It seems I am beginning to give examples of philosophical analysis. Which is to say an analysis of philosophy, that non-philosophy has granted us but also my own work has seen an ability or propensity towards.

I got this quote secondhand from a re-posting of another blog (cite), and I’d like to point out some inconsistencies that indicate a religious posture and its attempt to bring everything under one philosophical ontological envelope.

One of the difficulties that comes with taking such a posture towards philosophy is that for other philosophers I would first need to establish myself as credible through their particular methodological paradigm; I am indeed working on getting legitimization to put some letter after my name for this purpose (right now it is: MACP:)) This is to say that the first defense of all philosophies that would be analyzed in this way would be to say that I do not understand what they are talking about. So in order to get to this point, a sort of ontological pivot (or break) has occurred such that there really is no ontology that I need argue any longer, As philosophers go, one first would have to believe that I understand the argument in question.

a further quote quotation from the same author is:

“The world-in-itself is a paradoxical concept; the moment we think it and attempt to act on it, it ceases to be the world-in-itself and becomes the world-for-us. A significant part of this paradoxical world-in-itself is grounded by scientific inquiry – both the production of scientific knowledge of the world and the technical means of acting on and intervening in the world.”

Indeed, the world in-itself is a paradoxical concept, but I do not think his conclusion necessarily follows. This is to say that due to the paradox, the confusion must follow one of two paths, his path being one of the two.

This is to say, that the moment we think about the world in-itself we are left with a choice as to what we want to use as criteria for what path we should take. Then, the main issue that we face is if indeed we see a choice, and the fact that most often no choice is understood to be presented. If this be the case, then we have the basis for a contradiction which usually follows philosophers into their mistake which then demands an assertion of essential identity over the plain existence of the thing in question.

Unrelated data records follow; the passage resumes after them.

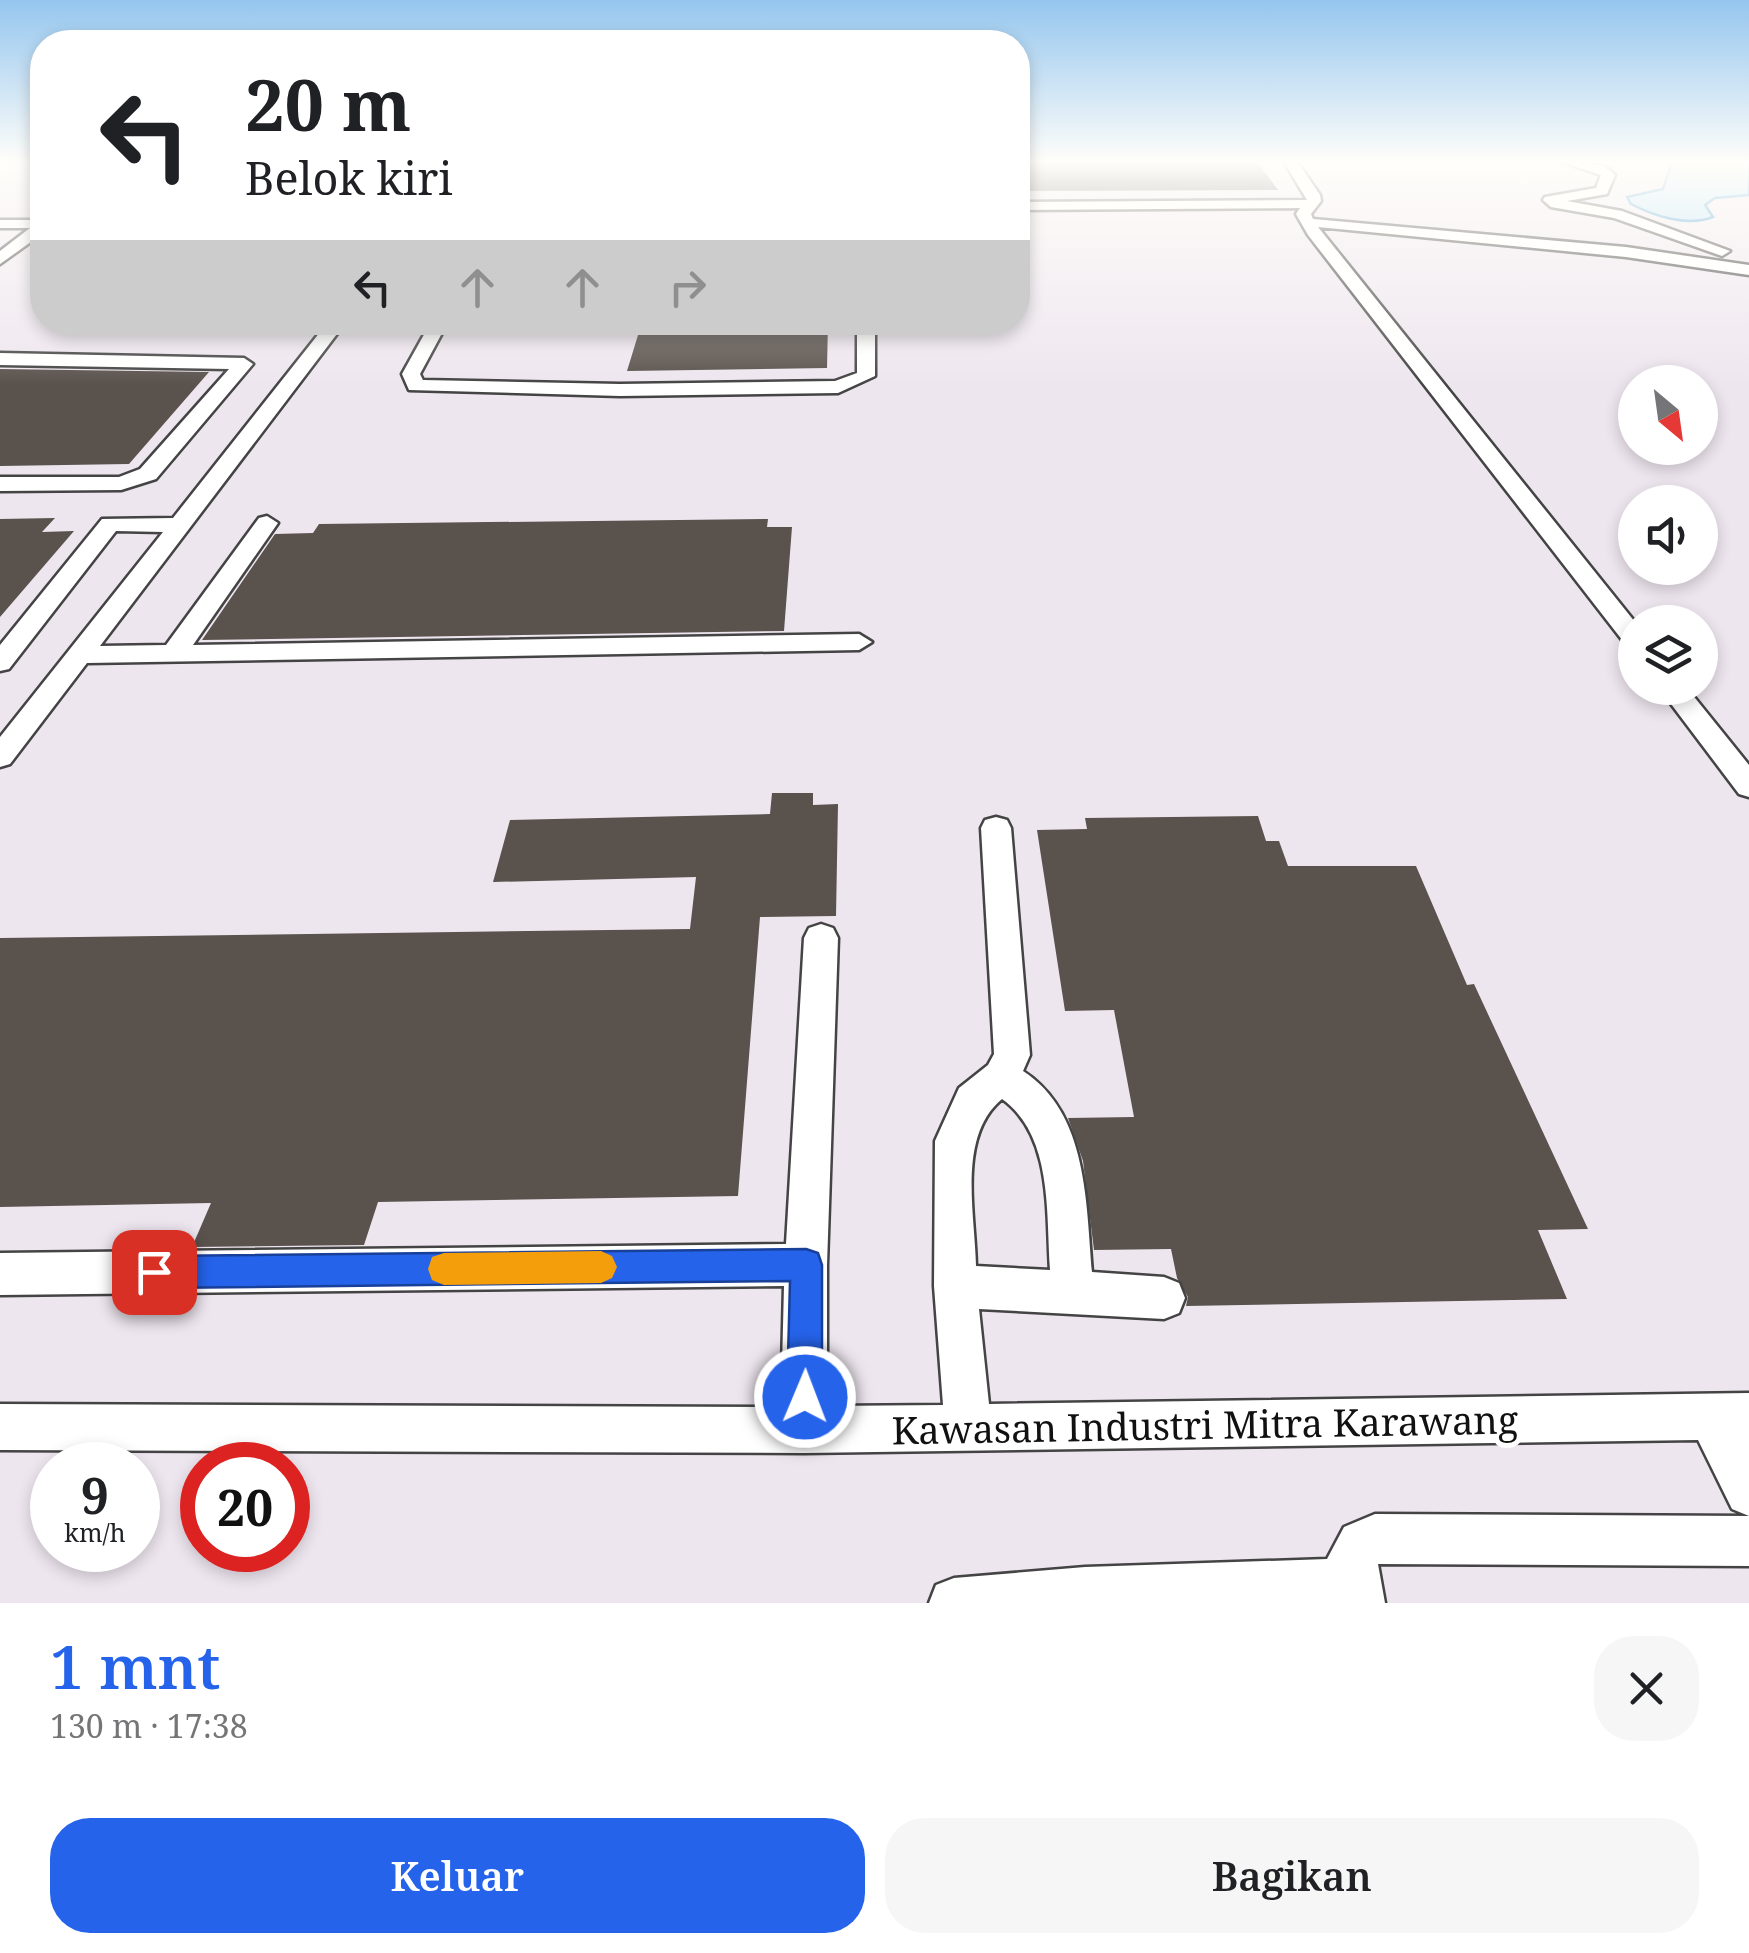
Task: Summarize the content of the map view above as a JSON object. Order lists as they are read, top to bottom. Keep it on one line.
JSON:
{"streets":{"street":["Kawasan Industri Mitra Karawang"]},"north":"bottom right","page":{"turn":["20 m","Belok kiri"],"speed":"9 km/h","limit":"20","heading":["1 mnt","130 m · 17:38"],"buttons":["Keluar","Bagikan"]}}
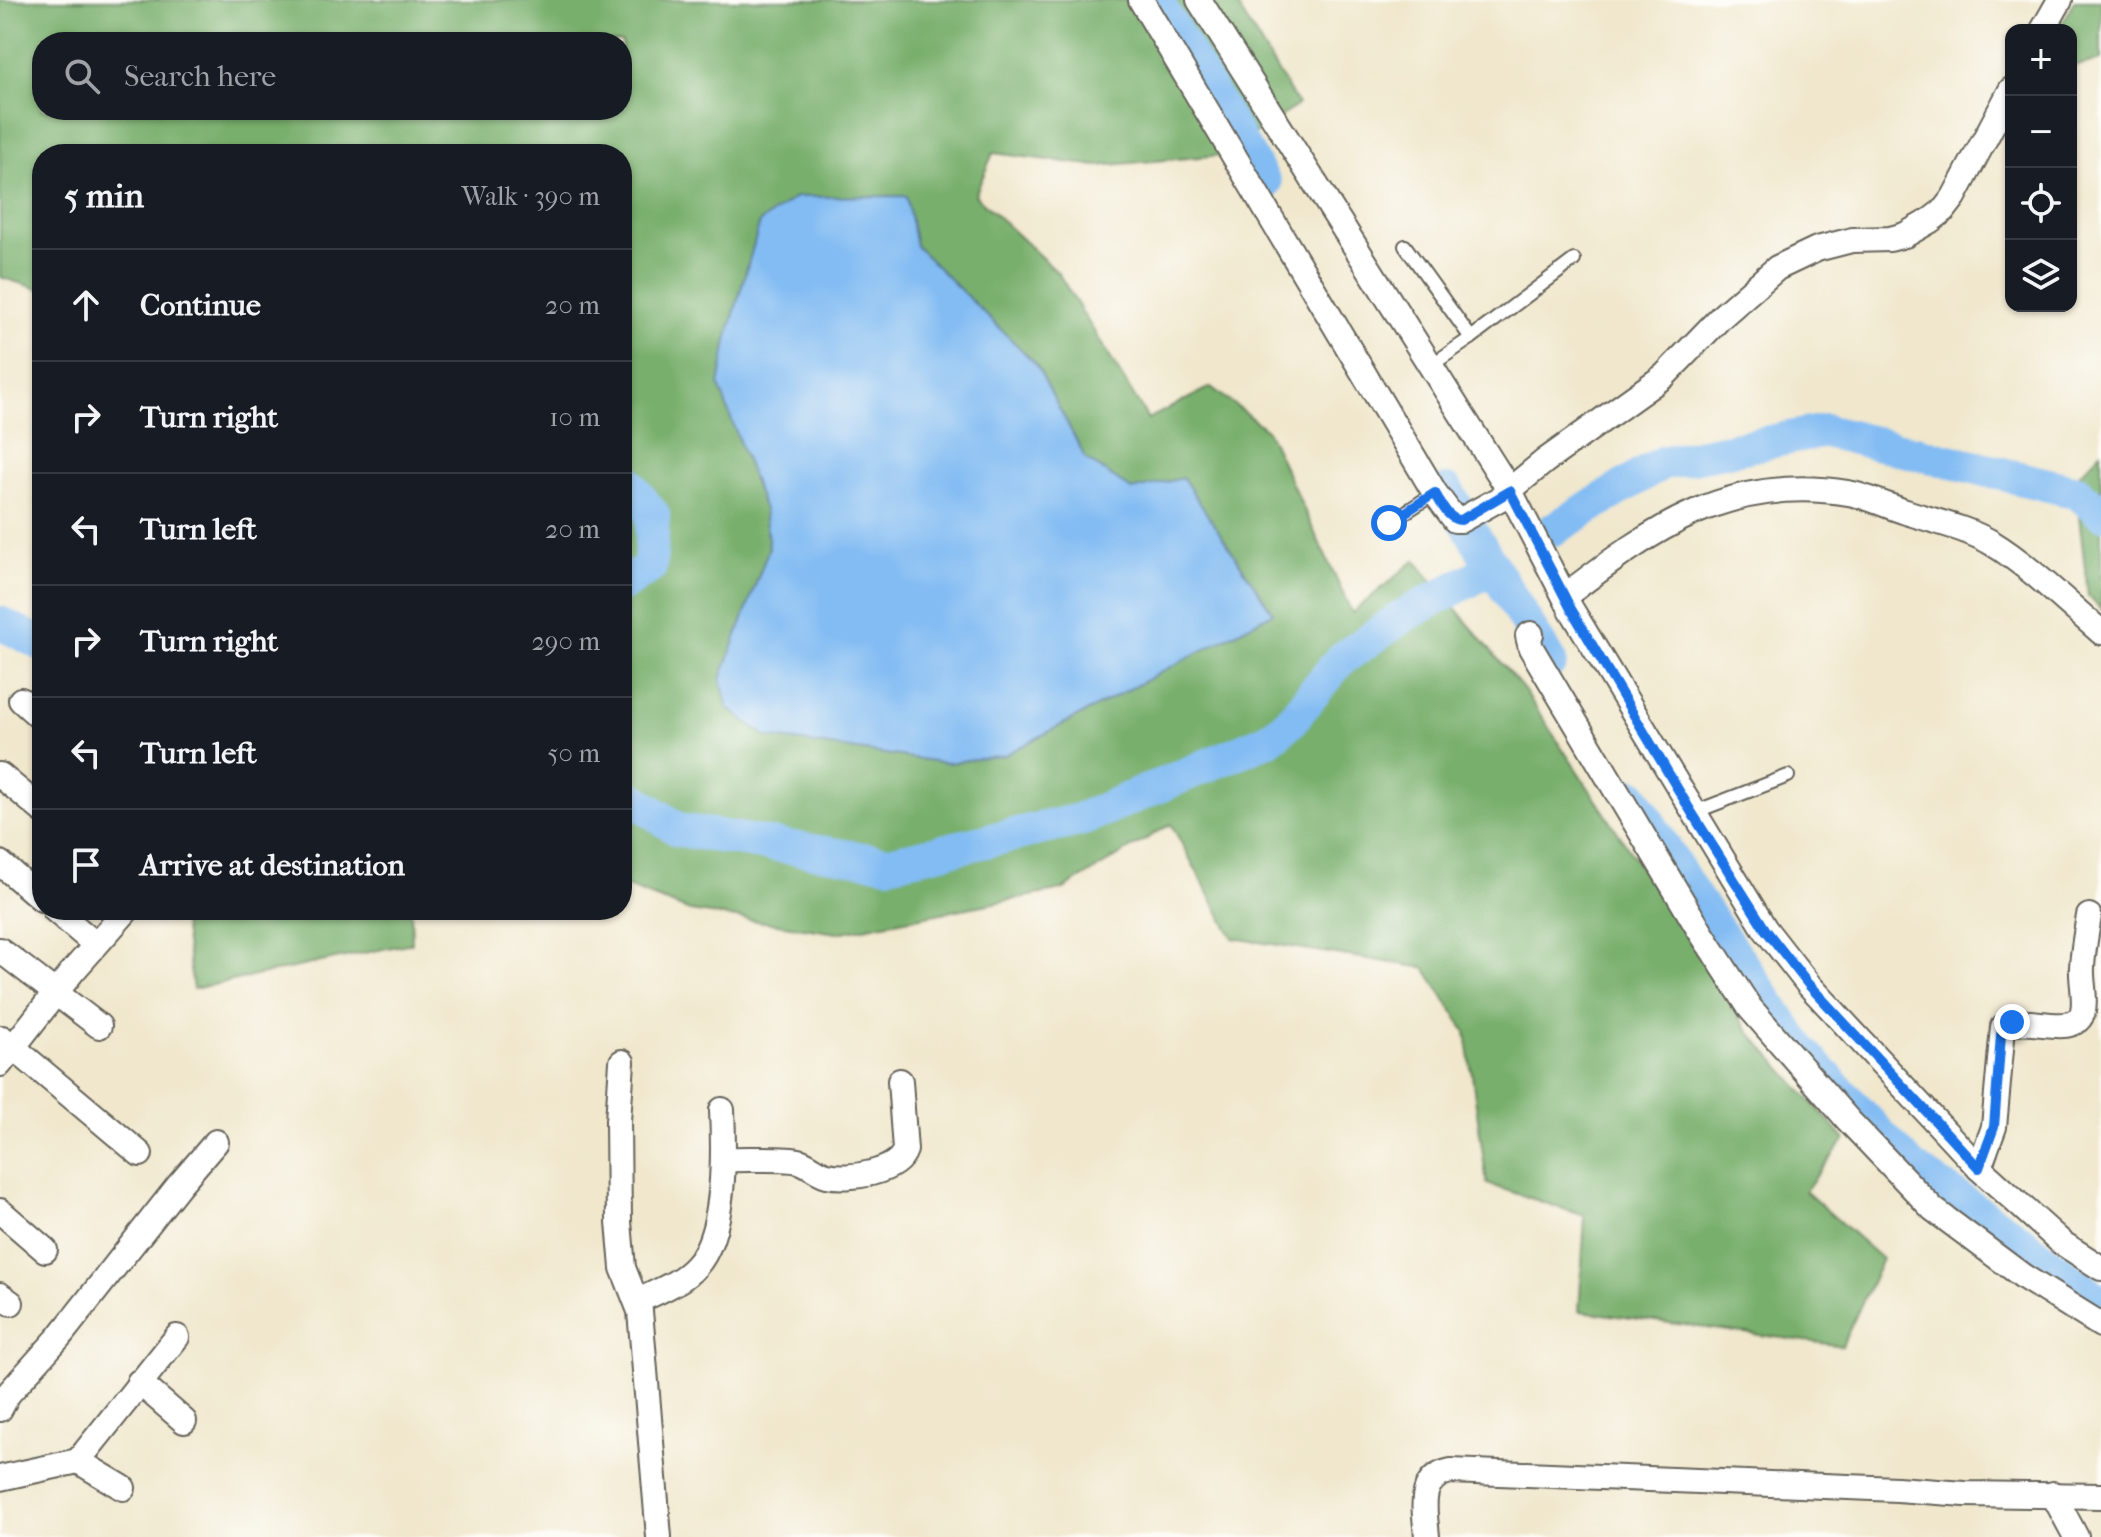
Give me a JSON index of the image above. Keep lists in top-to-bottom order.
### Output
{
  "page": {
    "map_buttons": ["+", "−"],
    "search": "Search here",
    "heading": ["5 min", "Walk · 390 m"],
    "list": [
      ["Continue", "20 m"],
      ["Turn right", "10 m"],
      ["Turn left", "20 m"],
      ["Turn right", "290 m"],
      ["Turn left", "50 m"],
      "Arrive at destination"
    ]
  }
}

In this case, the choice is presented as a question upon the traditional philosophy of the West; namely, that the tradition has voiced and presented the situation in such a manner that makes sense such that I have only to make a choice upon this sense. The basis of the sense is not there questioned; it is intact and intutively sound: We can make no choice upon it. So, when we have done our studies and find all the secret knowledge hidden in plain sight of our sense with reference to the tradition of the Big Names, we come to a necessary conclusion: In this case, as soon as we think of the world in-itself is ceases to be the world in-itself and because a world for-us.

The non-sequitur involved in this conclusion is not found in the direct argumentation but is indeed embedded in the conclusions that have been already gleaned from the traditional understanding of the philosophers, an understanding that I say is a mistaken understanding, or more correctly, a different orientation upon things. Yet, in fact, if we are to stick with the tradition of the philosophers, it is mistaken in a manner that no argument can reclaim. Due to this phenomenological misunderstanding, what occurs through this orientation upon things is a receding of thought –indeed a withdrawing of subjectivity — into what 20th century philosophers called ‘world’, such that eventually we have philosophers involved in the assertion of ‘their’ world of sense and logic as though it indeed reflects the actual existence of the ‘our world’ or ‘whole world’. This is the paradox discovered in the above quote. We have a complete myopia of thinking for the purpose of asserting ‘world’ over ‘world’ as we understand that the intuitive meaning of terms that I have gleaned should amount to an ability to create more terms and associated definitions that will one day prove ‘true’ about the discrepancy that I have noticed of my phenomenal truth as I have faith in the given method of argument. I submit, also, that this is a mistaken understanding of what Badou has called ‘fidelity’. It is through this mistaken kind of fidelity that we have the basis of the problem that ‘patchwork’ (cite) deals with; a taking to the absolute ends the problem of the 20th century psychoanalytical philosophical mistake but without the problemization of self-reflection which should accompany all philosophical endeavors. The analyses and proposals which stem and proceed from this mistaken orientation upon things follow necessarily, even as those involved cannot see beyond their ‘intuition’ of the truth of things to say that it is ‘new’.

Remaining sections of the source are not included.